Search code examples
pythontensorflowconceptual

(Conceptual question) Tensorflow dataset... why use it?


I'm taking a MOOC on Tensorflow 2 and in the class the assignments insist that we need to use tf datasets; however, it seems like all the hoops you have to jump through to do anything with datasets means that everything is way more difficult than using a Pandas dataframe, or a NumPy array... So why use it?


Solution

  • The things you mention are generally meant for small data, when a dataset can all fit in RAM (which is usually a few GB).
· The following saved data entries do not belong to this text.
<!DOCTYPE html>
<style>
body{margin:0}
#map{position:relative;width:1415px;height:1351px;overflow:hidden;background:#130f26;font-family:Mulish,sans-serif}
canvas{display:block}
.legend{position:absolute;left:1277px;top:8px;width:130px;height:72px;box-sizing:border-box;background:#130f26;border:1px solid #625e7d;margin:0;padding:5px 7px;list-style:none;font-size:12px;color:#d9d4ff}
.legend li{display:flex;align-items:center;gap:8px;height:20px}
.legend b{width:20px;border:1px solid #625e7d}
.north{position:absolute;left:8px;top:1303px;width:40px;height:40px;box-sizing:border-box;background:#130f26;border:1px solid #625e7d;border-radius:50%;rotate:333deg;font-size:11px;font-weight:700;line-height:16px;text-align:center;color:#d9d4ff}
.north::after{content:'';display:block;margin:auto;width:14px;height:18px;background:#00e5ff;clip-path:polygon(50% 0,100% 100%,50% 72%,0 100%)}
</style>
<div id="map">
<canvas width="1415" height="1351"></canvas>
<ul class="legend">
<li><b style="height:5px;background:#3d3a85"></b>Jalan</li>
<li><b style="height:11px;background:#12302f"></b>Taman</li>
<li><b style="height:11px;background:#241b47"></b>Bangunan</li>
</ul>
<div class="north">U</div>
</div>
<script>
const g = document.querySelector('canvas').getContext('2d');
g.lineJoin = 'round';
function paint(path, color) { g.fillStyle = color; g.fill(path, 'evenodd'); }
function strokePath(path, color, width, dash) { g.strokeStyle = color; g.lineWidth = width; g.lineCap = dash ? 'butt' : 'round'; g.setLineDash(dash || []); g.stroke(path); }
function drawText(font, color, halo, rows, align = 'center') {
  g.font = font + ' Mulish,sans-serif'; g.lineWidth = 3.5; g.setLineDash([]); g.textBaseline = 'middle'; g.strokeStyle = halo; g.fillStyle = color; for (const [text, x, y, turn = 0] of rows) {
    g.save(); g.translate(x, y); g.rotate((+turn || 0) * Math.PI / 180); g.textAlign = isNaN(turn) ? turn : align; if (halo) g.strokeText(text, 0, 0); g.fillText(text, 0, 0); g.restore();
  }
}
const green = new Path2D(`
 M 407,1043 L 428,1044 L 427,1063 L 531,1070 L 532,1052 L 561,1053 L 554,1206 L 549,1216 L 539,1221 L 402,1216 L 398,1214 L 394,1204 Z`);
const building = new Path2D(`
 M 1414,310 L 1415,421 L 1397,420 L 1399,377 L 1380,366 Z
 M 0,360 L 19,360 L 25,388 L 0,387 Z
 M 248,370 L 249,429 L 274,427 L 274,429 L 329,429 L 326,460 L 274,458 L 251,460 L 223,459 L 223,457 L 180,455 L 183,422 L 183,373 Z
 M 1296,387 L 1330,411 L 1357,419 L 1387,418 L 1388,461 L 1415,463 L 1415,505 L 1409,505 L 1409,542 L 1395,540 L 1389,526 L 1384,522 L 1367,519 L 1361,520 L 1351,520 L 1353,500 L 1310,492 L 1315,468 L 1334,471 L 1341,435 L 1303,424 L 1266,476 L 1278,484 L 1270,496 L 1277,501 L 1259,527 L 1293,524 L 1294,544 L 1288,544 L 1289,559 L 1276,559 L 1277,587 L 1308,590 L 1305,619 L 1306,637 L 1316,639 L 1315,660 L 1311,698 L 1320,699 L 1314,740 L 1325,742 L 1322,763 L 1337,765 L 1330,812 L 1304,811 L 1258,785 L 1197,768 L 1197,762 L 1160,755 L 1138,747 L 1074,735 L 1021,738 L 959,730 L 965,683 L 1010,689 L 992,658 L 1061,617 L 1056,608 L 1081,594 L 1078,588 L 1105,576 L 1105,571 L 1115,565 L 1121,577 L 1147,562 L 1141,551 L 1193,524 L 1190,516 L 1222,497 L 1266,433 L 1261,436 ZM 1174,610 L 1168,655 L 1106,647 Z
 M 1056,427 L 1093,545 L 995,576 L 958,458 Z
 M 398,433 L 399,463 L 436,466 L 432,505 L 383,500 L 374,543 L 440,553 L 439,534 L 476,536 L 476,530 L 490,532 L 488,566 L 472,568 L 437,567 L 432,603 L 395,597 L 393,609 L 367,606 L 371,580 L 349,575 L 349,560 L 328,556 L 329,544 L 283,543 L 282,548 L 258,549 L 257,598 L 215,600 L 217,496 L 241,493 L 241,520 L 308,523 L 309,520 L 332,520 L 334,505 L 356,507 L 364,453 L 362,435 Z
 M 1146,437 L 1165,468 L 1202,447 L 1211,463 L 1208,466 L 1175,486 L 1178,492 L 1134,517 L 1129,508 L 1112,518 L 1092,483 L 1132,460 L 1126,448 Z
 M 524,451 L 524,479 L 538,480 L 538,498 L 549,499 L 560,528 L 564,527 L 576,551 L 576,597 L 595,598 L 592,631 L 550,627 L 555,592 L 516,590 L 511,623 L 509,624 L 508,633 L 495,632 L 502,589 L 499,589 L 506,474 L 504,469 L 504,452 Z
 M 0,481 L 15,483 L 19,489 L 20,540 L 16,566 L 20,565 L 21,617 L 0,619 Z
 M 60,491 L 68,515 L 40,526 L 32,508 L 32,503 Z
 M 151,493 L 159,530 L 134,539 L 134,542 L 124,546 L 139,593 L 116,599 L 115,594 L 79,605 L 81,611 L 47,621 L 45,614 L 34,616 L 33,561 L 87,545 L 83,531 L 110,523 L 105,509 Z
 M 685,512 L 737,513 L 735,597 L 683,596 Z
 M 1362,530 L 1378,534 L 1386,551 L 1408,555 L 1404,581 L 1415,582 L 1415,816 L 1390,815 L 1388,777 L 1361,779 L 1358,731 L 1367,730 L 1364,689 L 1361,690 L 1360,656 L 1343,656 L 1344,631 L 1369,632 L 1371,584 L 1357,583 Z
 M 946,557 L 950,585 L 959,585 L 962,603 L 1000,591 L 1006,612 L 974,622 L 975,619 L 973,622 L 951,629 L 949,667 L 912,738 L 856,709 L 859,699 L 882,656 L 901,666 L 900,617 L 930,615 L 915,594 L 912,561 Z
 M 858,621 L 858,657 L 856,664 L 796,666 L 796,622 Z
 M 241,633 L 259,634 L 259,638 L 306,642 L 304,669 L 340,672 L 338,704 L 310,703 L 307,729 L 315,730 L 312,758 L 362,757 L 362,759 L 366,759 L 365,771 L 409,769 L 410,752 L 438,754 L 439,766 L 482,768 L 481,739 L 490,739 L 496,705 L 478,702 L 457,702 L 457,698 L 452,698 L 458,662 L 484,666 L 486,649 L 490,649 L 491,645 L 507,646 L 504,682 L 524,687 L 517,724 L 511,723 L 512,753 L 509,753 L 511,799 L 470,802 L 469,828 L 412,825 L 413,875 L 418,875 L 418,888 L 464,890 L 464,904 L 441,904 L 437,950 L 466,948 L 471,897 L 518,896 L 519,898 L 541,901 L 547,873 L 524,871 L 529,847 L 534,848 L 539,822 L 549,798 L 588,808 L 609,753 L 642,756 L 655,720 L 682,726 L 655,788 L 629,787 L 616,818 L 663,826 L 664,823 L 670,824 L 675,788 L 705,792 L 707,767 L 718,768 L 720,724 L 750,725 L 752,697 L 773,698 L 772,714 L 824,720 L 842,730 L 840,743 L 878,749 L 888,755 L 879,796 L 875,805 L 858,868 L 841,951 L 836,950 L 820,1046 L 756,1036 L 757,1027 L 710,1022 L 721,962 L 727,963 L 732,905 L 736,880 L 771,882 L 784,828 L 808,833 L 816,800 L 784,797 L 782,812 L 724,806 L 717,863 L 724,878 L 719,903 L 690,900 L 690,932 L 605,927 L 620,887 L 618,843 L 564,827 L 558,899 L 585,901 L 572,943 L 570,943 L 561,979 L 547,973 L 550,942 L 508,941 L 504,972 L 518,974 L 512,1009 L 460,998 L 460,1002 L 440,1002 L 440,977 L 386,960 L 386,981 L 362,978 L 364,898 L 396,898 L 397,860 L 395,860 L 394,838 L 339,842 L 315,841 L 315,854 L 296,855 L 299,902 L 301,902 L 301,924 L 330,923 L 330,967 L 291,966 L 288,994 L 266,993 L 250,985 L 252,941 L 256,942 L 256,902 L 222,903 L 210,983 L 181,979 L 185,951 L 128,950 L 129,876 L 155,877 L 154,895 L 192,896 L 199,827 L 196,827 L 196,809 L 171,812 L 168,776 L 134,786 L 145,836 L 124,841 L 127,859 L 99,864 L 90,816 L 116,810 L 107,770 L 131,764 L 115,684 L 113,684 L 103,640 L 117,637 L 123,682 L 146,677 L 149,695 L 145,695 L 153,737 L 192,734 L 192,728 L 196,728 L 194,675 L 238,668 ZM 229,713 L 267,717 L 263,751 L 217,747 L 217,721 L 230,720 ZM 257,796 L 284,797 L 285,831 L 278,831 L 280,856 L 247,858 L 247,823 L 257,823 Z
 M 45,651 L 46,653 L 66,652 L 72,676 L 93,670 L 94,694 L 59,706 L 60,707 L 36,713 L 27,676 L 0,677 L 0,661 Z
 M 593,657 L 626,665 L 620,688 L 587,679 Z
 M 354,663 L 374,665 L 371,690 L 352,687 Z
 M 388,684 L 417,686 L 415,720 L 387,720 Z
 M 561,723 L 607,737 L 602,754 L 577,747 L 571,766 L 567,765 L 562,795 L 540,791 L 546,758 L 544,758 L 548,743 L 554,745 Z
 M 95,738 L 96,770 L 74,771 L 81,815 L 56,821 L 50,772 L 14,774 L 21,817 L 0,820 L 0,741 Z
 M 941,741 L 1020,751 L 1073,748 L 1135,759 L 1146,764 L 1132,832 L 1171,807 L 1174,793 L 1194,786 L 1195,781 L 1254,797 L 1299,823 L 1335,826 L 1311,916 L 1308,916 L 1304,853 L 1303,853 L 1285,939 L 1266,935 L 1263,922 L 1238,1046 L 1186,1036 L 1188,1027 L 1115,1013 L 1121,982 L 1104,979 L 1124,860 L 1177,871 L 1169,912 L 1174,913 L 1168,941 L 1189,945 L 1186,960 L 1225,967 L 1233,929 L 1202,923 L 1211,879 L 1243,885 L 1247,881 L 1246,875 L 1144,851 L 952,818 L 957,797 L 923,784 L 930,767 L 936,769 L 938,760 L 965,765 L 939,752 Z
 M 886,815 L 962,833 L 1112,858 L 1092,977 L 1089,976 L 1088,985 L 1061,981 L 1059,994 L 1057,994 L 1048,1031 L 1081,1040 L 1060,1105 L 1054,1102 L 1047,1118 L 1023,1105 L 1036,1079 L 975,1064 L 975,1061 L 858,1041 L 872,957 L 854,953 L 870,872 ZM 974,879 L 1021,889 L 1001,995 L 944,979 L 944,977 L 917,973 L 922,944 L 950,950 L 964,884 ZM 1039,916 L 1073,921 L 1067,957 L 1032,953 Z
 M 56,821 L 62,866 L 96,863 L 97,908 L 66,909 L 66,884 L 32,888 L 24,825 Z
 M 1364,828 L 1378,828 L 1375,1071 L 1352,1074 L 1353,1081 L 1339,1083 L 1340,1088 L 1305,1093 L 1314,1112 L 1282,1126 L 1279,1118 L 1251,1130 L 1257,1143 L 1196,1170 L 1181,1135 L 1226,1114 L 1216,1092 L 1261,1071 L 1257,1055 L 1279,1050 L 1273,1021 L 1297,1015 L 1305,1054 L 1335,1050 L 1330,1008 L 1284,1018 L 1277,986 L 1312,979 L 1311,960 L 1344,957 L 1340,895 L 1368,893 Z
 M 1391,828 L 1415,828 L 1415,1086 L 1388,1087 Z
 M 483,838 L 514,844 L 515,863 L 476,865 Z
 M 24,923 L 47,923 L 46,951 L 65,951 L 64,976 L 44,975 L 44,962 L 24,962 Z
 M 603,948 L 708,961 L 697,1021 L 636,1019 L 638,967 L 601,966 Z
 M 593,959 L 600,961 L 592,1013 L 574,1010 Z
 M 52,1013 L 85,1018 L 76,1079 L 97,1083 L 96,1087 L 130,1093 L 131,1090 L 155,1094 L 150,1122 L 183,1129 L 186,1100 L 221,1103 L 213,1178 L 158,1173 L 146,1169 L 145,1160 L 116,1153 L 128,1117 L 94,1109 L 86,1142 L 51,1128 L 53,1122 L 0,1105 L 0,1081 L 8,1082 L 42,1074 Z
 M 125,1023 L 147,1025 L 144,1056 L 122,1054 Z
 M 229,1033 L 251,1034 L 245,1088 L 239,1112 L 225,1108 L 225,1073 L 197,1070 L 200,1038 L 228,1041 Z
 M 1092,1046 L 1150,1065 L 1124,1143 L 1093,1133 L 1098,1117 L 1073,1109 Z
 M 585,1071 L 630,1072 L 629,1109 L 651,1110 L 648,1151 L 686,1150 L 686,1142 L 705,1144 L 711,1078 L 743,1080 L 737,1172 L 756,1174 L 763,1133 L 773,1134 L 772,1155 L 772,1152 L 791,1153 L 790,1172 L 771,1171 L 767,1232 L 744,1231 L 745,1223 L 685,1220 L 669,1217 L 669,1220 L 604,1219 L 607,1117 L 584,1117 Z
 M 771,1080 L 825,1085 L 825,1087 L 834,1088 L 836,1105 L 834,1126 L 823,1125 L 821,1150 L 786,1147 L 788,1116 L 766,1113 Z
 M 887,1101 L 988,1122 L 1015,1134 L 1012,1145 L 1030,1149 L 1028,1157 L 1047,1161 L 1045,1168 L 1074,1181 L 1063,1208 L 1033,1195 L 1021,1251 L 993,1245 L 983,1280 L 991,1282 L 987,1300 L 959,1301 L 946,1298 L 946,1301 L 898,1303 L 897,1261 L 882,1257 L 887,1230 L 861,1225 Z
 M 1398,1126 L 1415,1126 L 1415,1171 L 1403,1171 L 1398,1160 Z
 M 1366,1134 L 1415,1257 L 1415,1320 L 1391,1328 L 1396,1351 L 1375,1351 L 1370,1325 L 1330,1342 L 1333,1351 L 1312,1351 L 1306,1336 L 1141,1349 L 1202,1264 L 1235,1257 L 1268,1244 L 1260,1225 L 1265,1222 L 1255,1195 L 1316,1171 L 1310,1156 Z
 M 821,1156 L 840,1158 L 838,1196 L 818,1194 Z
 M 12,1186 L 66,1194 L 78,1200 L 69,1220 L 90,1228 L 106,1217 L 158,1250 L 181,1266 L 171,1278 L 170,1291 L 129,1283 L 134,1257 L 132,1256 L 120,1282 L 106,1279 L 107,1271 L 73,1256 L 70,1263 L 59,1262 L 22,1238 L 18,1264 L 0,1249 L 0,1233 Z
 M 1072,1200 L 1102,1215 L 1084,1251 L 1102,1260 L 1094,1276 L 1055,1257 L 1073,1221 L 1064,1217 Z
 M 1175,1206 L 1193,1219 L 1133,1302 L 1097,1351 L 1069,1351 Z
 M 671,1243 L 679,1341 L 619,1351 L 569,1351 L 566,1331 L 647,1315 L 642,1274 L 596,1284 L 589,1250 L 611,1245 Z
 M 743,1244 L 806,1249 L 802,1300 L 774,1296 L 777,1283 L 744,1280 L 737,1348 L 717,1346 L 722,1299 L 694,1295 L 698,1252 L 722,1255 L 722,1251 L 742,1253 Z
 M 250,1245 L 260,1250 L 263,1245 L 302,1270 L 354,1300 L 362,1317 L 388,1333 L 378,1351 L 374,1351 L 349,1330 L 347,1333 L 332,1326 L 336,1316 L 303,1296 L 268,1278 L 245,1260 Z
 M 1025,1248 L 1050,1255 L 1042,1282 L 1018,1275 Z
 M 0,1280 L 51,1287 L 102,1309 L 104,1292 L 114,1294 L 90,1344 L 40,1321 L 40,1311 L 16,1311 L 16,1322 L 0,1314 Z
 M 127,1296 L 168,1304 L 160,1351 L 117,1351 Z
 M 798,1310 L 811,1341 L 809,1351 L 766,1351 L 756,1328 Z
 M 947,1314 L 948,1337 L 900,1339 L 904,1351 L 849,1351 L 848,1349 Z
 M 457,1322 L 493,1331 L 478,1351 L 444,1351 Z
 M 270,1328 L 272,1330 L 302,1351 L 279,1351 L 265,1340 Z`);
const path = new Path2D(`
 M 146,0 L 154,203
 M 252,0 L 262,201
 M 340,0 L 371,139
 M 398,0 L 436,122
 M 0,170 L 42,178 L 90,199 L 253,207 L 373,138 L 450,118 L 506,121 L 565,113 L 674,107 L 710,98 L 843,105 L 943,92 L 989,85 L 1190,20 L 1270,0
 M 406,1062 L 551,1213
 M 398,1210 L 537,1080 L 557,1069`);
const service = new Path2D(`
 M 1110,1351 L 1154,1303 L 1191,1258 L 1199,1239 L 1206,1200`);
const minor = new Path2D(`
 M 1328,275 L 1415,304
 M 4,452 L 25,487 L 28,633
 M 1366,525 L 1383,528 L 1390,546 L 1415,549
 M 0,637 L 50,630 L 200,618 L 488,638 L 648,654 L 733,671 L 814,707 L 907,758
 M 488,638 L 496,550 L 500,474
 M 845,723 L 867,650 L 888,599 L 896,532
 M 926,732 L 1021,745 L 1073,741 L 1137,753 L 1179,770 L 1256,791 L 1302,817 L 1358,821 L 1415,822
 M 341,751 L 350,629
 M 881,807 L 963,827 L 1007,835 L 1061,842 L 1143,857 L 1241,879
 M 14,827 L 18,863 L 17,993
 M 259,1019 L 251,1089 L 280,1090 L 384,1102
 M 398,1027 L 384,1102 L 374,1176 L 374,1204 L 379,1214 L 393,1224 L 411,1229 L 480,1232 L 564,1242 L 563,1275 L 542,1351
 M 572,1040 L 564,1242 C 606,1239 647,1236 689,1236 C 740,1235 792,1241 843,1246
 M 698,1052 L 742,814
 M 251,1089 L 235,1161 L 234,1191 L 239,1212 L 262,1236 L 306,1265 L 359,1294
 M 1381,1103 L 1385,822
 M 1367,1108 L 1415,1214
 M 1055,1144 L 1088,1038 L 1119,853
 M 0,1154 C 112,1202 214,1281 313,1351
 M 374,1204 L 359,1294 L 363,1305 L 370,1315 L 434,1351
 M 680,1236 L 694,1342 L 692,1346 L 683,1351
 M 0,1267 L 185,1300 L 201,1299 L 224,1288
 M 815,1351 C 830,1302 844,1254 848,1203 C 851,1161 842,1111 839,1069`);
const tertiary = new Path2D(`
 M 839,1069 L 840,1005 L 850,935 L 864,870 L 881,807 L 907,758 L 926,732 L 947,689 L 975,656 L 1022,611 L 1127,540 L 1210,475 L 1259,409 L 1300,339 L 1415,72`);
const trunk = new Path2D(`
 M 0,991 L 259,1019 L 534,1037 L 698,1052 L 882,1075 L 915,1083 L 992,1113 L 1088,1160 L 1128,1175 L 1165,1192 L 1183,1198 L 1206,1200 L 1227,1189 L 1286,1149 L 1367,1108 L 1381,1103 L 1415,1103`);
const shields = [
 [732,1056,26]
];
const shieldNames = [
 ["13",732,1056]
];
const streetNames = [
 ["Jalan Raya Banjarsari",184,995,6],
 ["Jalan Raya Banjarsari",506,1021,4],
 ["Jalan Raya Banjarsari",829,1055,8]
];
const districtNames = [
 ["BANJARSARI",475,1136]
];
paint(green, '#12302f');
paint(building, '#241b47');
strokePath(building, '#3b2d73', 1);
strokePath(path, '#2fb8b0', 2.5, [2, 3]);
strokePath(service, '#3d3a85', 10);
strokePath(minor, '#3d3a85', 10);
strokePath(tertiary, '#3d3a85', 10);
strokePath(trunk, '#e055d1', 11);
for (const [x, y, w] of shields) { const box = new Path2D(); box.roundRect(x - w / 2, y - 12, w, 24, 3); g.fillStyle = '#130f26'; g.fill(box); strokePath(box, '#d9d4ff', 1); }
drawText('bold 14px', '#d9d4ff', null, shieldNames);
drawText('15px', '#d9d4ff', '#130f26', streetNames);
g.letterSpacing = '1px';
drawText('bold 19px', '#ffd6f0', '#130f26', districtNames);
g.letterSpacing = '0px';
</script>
    In practice, datasets are often much bigger than that. One way of dealing with this is to store the dataset on a hard drive. There are other more complicated storage solutions. TF DataSets allow you to interface with these storage solutions easily. You create the DataSet object, which represents the storage, in your script, and then as far as you're concerned you can train a model on it as usual. But behind the scenes, TF is repeatedly reading the data into RAM, using it, and then discarding it.

    TF Datasets provide many helpful methods for handling big data, such as prefetching (doing the storage reading and data preprocessing at the same time as other stuff), multithreading (doing calculations like preprocessing on several examples at the same time), shuffling (which is harder to do when you can't just reorder a dataset each time in RAM), and batching (preparing sets of several examples for feeding to a model as a batch). All of this stuff would be a pain to do yourself in an optimised way with Pandas or NumPy.